Someone nudged my shoulder, and I told them to go away, and then the shouting began.

It took a second to understand I was no longer dreaming.

When the voices finally registered with the waking part of my brain, Xander and Benny were at each other’s throats.

“She was looking for you.”

“On your bed?”

“You’re kidding, right? She has narcolepsy. She fell asleep. Would you rather she sleep on the floor?”

“Don’t be an ass.”

“Then don’t come in here making stupid accusations. Maybe Joy wants a minute without you. So what?”

I was too disoriented to step in. Was that my Benny with the balled fists and beet-red face?

I almost laughed because no, it couldn’t be, my best friend didn’t lose his cool.

When Xander led me from the room a few minutes later, I tried catching Benny’s eye.

I wanted to wink at him, or exchange some other meaningful glance to show him I was on his side, but he was already facing the window, staring out at the moonless night.

“I couldn’t find you,” Xander said when we were alone in the hallway. His tone was quieter now, more guarded. “I was worried.”

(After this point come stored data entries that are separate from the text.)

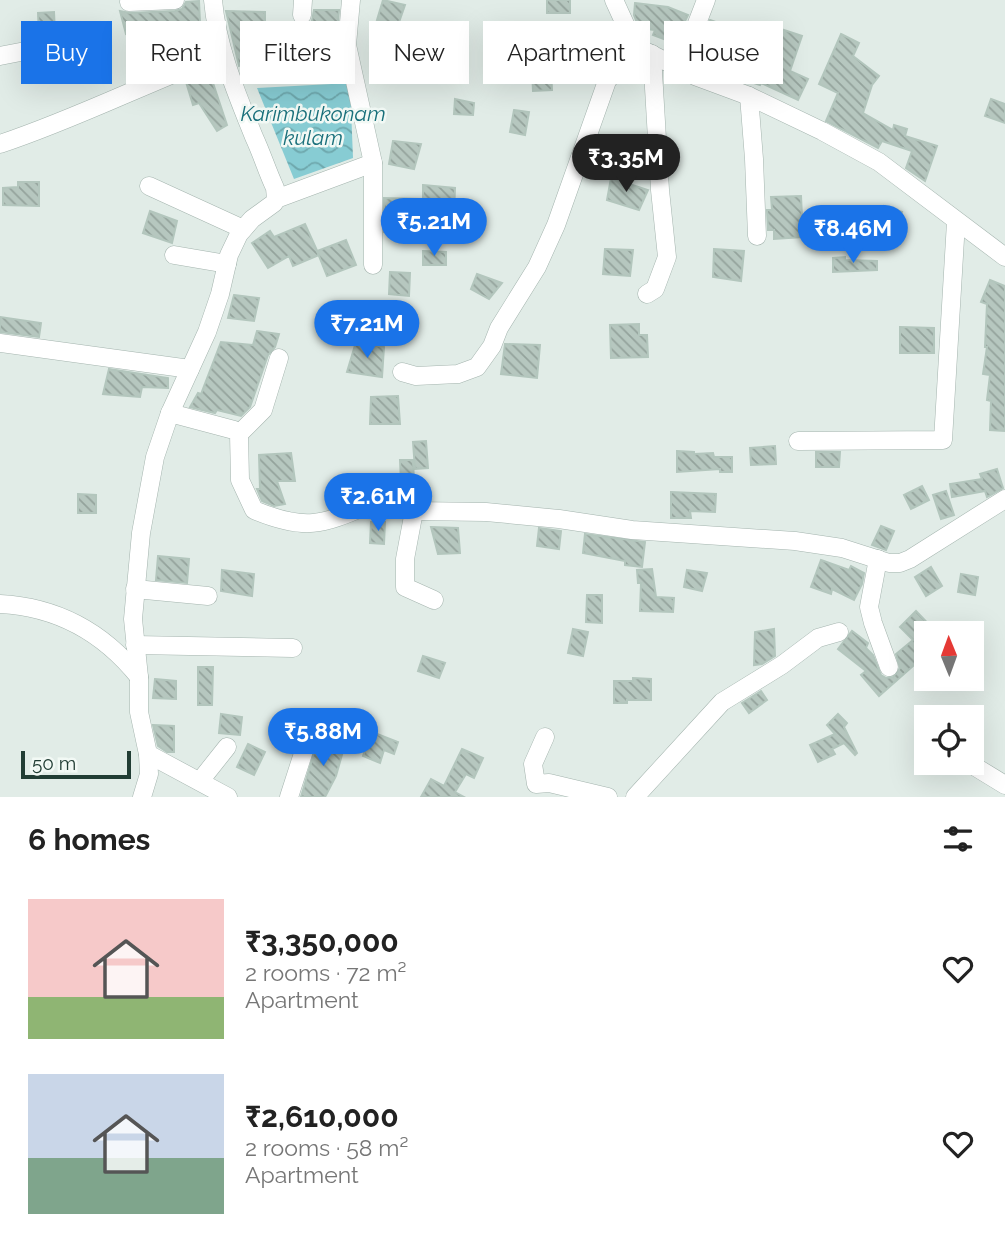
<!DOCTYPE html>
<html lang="en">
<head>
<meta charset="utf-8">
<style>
  body { margin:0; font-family:Raleway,sans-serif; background:#f2f2f2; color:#222; height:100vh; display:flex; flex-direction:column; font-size:26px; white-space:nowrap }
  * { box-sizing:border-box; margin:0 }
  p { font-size:23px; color:#767676 }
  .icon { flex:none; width:38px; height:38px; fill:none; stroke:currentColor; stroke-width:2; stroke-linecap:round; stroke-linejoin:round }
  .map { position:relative; height:797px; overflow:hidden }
  .sheet { display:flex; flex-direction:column; background:#fff; flex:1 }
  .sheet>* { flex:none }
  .top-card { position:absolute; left:21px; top:21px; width:964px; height:63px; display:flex; gap:14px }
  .needle { width:46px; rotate:359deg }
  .controls { position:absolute; left:914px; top:621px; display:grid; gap:14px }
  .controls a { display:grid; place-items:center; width:70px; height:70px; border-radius:0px; background:#fff; box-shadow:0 7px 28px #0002; font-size:35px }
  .scale { position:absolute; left:21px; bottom:18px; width:110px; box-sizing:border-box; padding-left:7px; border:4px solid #213d34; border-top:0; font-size:19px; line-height:24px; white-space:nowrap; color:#213d34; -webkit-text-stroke:5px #f2f9f5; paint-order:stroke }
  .price { position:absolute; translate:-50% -60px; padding:0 16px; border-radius:24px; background:#1a73e8; color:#fff; font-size:23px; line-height:46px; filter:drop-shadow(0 2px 4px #0008) }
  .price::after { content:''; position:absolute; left:50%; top:42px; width:21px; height:16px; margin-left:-10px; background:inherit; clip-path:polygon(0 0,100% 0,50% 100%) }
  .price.current { background:#222; color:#fff }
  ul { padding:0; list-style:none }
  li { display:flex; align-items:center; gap:21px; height:175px; padding:0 28px }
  li span { display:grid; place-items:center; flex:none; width:196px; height:140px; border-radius:0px; color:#555 }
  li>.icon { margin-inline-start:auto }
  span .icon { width:84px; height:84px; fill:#fffc; stroke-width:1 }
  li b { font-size:30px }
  h2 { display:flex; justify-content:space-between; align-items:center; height:84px; padding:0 28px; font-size:30px }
  .tag { padding:0 24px; border-radius:0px; background:#fff; box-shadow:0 7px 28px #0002; font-size:24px; line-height:63px }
  .tag.current { background:#1a73e8; color:#fff }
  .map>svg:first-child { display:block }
  .water { fill:url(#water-waves) }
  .building { fill:url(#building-back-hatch); stroke:#b3c6bd; stroke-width:2 }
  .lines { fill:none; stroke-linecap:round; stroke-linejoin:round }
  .minor-casing { stroke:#a4b4ae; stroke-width:19 }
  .minor { stroke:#fff; stroke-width:18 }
  .labels { text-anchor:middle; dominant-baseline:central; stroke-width:5; stroke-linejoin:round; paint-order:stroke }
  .water-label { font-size:21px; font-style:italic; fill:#19707b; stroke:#f2f9f5 }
</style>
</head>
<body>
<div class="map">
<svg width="1005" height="797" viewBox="0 0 1005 797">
  <defs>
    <pattern id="water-waves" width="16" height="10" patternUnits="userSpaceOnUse" patternTransform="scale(1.75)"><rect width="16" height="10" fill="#87ccd3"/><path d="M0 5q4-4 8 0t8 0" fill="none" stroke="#6ea7ac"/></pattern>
    <pattern id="building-back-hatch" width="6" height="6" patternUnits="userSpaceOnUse" patternTransform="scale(1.75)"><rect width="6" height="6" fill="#b6c7bf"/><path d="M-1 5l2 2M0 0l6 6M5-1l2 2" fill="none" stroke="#94a39c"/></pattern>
  </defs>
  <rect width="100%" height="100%" fill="#e1ece7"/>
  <path class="water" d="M 350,83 L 353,158 L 294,179 L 257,88 Z"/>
  <g class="building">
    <path d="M 383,0 L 405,5 L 398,25 L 377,20 Z"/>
    <rect x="547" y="0" width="23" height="13"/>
    <path d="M 199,1 L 200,23 L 163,25 L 126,34 L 120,11 L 130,13 L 175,11 L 182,9 L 186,2 Z"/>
    <path d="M 635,3 L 668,7 L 688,15 L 674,43 L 653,35 L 655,30 L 639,28 L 634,15 Z"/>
    <path d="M 314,10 L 339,10 L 336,45 L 309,44 L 309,24 L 312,21 Z"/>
    <path d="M 226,11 L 265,12 L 265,26 L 255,26 L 260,63 L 239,66 Z"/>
    <path d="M 54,12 L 55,33 L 39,34 L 38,13 Z"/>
    <path d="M 710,20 L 747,33 L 742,48 L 768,57 L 778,28 L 802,36 L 790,71 L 808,79 L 798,100 L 761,83 L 760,85 L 736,77 L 740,64 L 697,48 Z"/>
    <path d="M 427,29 L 458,37 L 452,60 L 423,51 Z"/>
    <path d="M 841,34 L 859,43 L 853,56 L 879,76 L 872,85 L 863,113 L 893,130 L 894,125 L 907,129 L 905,136 L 937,146 L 925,181 L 906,168 L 912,151 L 882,141 L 878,148 L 826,121 L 838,93 L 819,84 Z"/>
    <path d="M 551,69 L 552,90 L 533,91 L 532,70 Z"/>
    <path d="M 210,74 L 227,125 L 217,131 L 199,103 L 193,105 L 186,82 Z"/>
    <path d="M 455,99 L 474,103 L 473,115 L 454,114 Z"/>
    <path d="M 991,99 L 1005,104 L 1005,123 L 985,116 Z"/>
    <path d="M 514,110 L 529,112 L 525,135 L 510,132 Z"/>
    <path d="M 393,141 L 421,144 L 414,169 L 389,164 Z"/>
    <path d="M 611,178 L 648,190 L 639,210 L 607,200 Z"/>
    <path d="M 18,182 L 39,182 L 39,206 L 3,205 L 3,188 L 18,187 Z"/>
    <path d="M 423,185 L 455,188 L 454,215 L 429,214 L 428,234 L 384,232 L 384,198 L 423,199 Z"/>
    <path d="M 801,196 L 803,237 L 774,239 L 774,230 L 768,230 L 767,210 L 772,210 L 771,197 Z"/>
    <path d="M 884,206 L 902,212 L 896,230 L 878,224 Z"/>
    <path d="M 150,211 L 177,221 L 172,243 L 143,233 Z"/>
    <path d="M 305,224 L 319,255 L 293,266 L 289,256 L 268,268 L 252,243 L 270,231 L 274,237 Z"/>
    <path d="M 346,240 L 356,265 L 327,276 L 317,251 Z"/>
    <path d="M 605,249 L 633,250 L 630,276 L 603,274 Z"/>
    <path d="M 714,249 L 744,251 L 741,281 L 713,277 Z"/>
    <path d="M 423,251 L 446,252 L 446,265 L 423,265 Z"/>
    <path d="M 845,257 L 845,260 L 877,261 L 877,270 L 833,272 L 833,258 Z"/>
    <path d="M 390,272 L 410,273 L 409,296 L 389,294 Z"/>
    <path d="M 477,274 L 502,283 L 489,299 L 471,289 Z"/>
    <path d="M 990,280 L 1005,286 L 1005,431 L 990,430 L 991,401 L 987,400 L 990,375 L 983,374 L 987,347 L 985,347 L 987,304 L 981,302 Z"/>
    <path d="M 234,295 L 259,298 L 254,321 L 228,318 Z"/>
    <path d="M 0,317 L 41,323 L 39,337 L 0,332 Z"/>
    <path d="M 639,324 L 639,335 L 647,335 L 648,357 L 611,358 L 610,325 Z"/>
    <path d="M 900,327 L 934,328 L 934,353 L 900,353 Z"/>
    <path d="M 257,331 L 279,334 L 275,347 L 268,355 L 250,407 L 241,416 L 217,410 L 215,413 L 190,407 L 198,393 L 201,394 L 221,342 L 253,345 Z"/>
    <path d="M 356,342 L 384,347 L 382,377 L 347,372 Z"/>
    <path d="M 505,344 L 540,345 L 537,378 L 501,374 Z"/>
    <path d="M 109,369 L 168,378 L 168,388 L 142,387 L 140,397 L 103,394 Z"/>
    <path d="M 398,396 L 400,424 L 370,424 L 371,397 Z"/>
    <path d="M 426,441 L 428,468 L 415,469 L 413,442 Z"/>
    <path d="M 775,446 L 776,464 L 751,465 L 750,448 Z"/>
    <path d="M 677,451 L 694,452 L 694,454 L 713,453 L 714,457 L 732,457 L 732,472 L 720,472 L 720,469 L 677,472 Z"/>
    <path d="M 816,452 L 840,452 L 839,467 L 816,467 Z"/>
    <path d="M 291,453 L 295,481 L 277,481 L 285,504 L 274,506 L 262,501 L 257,489 L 260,489 L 259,455 Z"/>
    <path d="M 400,460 L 413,460 L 414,481 L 401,482 Z"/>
    <path d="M 997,469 L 1003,488 L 987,497 L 985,491 L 952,497 L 950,484 L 982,479 L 980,474 Z"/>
    <path d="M 922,486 L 929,500 L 911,509 L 904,495 Z"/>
    <path d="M 946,491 L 954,515 L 941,519 L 933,495 Z"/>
    <path d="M 671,492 L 716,494 L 715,512 L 690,511 L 691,518 L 671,518 Z"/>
    <path d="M 78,494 L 96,495 L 96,513 L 78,513 Z"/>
    <path d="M 371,522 L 385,522 L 384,544 L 370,543 Z"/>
    <path d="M 881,526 L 894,531 L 886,550 L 872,545 Z"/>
    <path d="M 431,527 L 458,528 L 460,553 L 438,554 Z"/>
    <path d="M 539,528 L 561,531 L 559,549 L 537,546 Z"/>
    <path d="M 585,534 L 645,542 L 642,567 L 625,565 L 625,561 L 583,553 Z"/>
    <path d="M 158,556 L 189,559 L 187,583 L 156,580 Z"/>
    <path d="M 821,560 L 849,570 L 851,566 L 864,573 L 862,584 L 854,600 L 832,589 L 831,594 L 811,587 Z"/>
    <path d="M 931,567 L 942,586 L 926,596 L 915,577 Z"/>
    <path d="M 652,569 L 656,597 L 674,598 L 673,612 L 640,611 L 641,583 L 638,583 L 637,570 Z"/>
    <path d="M 222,570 L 254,574 L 252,596 L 221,591 Z"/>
    <path d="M 687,570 L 707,573 L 702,591 L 684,587 Z"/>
    <path d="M 961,574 L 978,577 L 975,595 L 958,592 Z"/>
    <path d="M 587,595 L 602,595 L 602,623 L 586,622 Z"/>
    <path d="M 916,611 L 938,634 L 926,634 L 926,652 L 921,647 L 915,652 L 921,659 L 879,696 L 861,675 L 866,671 L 838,649 L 852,631 L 868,643 L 866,648 L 873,655 L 881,675 L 886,678 L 893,677 L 900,668 L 896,654 L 913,640 L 900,627 Z"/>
    <path d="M 573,629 L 588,632 L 583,656 L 568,653 Z"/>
    <path d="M 774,629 L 775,656 L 762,664 L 754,665 L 755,632 Z"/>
    <path d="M 423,656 L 445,663 L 439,678 L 418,671 Z"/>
    <path d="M 198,667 L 213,667 L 212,705 L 198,705 Z"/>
    <path d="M 633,678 L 651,679 L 651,700 L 627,700 L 627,703 L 614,703 L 614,681 L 633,681 Z"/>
    <path d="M 155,679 L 176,681 L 176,699 L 153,698 Z"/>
    <path d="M 761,691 L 767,700 L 749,713 L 742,703 Z"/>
    <path d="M 221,714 L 242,717 L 240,735 L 219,733 Z"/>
    <path d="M 838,714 L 847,723 L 844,727 L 857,753 L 855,755 L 844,743 L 832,749 L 835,754 L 818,762 L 810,745 L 835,734 L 827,725 Z"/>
    <path d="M 153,725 L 174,726 L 174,752 L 167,752 L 158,746 Z"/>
    <path d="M 372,732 L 398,742 L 394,754 L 384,750 L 380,763 L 363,756 Z"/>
    <path d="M 319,736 L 345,744 L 336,776 L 325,797 L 301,797 Z"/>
    <path d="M 248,744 L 265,752 L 254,775 L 237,767 Z"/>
    <path d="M 462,749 L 483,758 L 474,778 L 466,774 L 455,792 L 464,797 L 421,797 L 431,779 L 444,786 Z"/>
  </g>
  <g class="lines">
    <g class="minor-casing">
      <g id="minor">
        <path d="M 351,0 L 347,45 L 373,163 L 373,265"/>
        <path d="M 614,0 L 635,46 L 695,76 L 749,96 L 822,131 L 879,162 L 1005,257"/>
        <path d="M 129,2 L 175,0"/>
        <path d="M 302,15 L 303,0"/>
        <path d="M 0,56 L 41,48"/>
        <path d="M 674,66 L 696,26 L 706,0"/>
        <path d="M 749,96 L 754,159 L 757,236"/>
        <path d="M 0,144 C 76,119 148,82 223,54"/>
        <path d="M 149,186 L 243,229"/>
        <path d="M 276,199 L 373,163"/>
        <path d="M 174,255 L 227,264"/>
        <path d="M 647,294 L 655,289 L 667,257 L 660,190 L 652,54"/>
        <path d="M 0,343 L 190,369"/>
        <path d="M 402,372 L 416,376 L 458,374 L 477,367 L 492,346 L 499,328 L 537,267 L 556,225 L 607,81 L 635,46"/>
        <path d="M 170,413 L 234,430 L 239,434 L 240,480 L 254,510 C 311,534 327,522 380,500 L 414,511 L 486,512 L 559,519 L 632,530 L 795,541 L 842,548 L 889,563 L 900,563 L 910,559 L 1005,499"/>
        <path d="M 239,434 L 263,410 L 279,358"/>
        <path d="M 798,441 L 943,440 L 956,222"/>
        <path d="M 414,511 L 405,559 L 405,587 L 434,600"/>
        <path d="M 878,559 L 869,607 L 873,623 L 889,667"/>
        <path d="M 135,589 L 208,596"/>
        <path d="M 0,604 C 58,607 103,632 139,677"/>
        <path d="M 135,645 L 293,648"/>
        <path d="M 545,737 L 533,764 L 536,784 L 549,783 L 608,797"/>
        <path d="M 148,754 L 228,797"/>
        <path d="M 969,763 L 1005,785"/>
        <path d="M 200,781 L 227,747"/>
        <path d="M 142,797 L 149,774 L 148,754 L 139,712 L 139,677 L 133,619 L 141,533 L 155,457 L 170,413 L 207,332 L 220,294 L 229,255 L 239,234 L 252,219 L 274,203 L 276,199 L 275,188 C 267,171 262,154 254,137 C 236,92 217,48 213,0"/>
        <path d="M 289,797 L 308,738"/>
        <path d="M 635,797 L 722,702 L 782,665 L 818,638 L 839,632"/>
      </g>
    </g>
    <use href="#minor" class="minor"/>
  </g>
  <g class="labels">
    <g class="water-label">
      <text x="313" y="113">Karimbukonam<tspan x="313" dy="24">kulam</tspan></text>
    </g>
  </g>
</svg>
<div class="controls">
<a><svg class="needle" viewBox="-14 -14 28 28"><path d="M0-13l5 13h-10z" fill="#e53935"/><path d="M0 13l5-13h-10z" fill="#767676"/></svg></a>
<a><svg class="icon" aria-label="locate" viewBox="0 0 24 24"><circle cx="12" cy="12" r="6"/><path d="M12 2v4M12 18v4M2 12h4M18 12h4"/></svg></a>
</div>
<div class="scale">50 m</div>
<b class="price current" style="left:626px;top:194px">₹3.35M</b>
<b class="price" style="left:434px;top:258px">₹5.21M</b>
<b class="price" style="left:853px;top:265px">₹8.46M</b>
<b class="price" style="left:367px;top:360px">₹7.21M</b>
<b class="price" style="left:378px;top:533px">₹2.61M</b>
<b class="price" style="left:323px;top:768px">₹5.88M</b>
<div class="top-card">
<a class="tag current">Buy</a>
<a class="tag">Rent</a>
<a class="tag">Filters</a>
<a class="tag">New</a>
<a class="tag">Apartment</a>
<a class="tag">House</a>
</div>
</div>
<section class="sheet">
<h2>6 homes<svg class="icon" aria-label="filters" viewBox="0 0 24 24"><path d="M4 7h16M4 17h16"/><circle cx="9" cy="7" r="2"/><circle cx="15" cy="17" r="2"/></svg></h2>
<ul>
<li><span style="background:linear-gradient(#f6c9c9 70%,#8fb573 0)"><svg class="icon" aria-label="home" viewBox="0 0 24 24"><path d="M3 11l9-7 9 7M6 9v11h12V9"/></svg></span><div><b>₹3,350,000</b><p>2 rooms · 72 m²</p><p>Apartment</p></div><svg class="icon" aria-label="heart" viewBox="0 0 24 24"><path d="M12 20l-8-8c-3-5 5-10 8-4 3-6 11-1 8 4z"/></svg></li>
<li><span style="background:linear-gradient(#c9d6e8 60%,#7fa58c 0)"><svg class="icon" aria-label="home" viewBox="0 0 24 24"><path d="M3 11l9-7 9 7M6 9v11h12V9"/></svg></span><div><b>₹2,610,000</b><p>2 rooms · 58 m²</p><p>Apartment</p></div><svg class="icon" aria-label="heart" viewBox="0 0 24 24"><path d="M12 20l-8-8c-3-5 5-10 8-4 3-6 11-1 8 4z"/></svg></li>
</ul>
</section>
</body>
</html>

Still coming out of my fugue, I said, “I ate half a cheeseburger.”

Our room was four doors down. He swiped us in with the hotel card, shut himself in the bathroom, and didn’t come out for an hour.

I thought often about that night over the next few weeks.

I wanted to follow up with Benny, ask if there were any developments between him and Luna, but I found it difficult to secure any time alone with him.

We were busy, yes, but my husband was always, always around and I wanted to honor Benny’s request to not discuss the problem in front of him.

The more time passed, the more obvious it was: he wasn’t happy.

He managed to go onstage and be funny, but I could see the heartache brewing beneath the surface.

I confronted him about it before our last show during a rare ten minutes alone.

Ten minutes that turned my world upside down.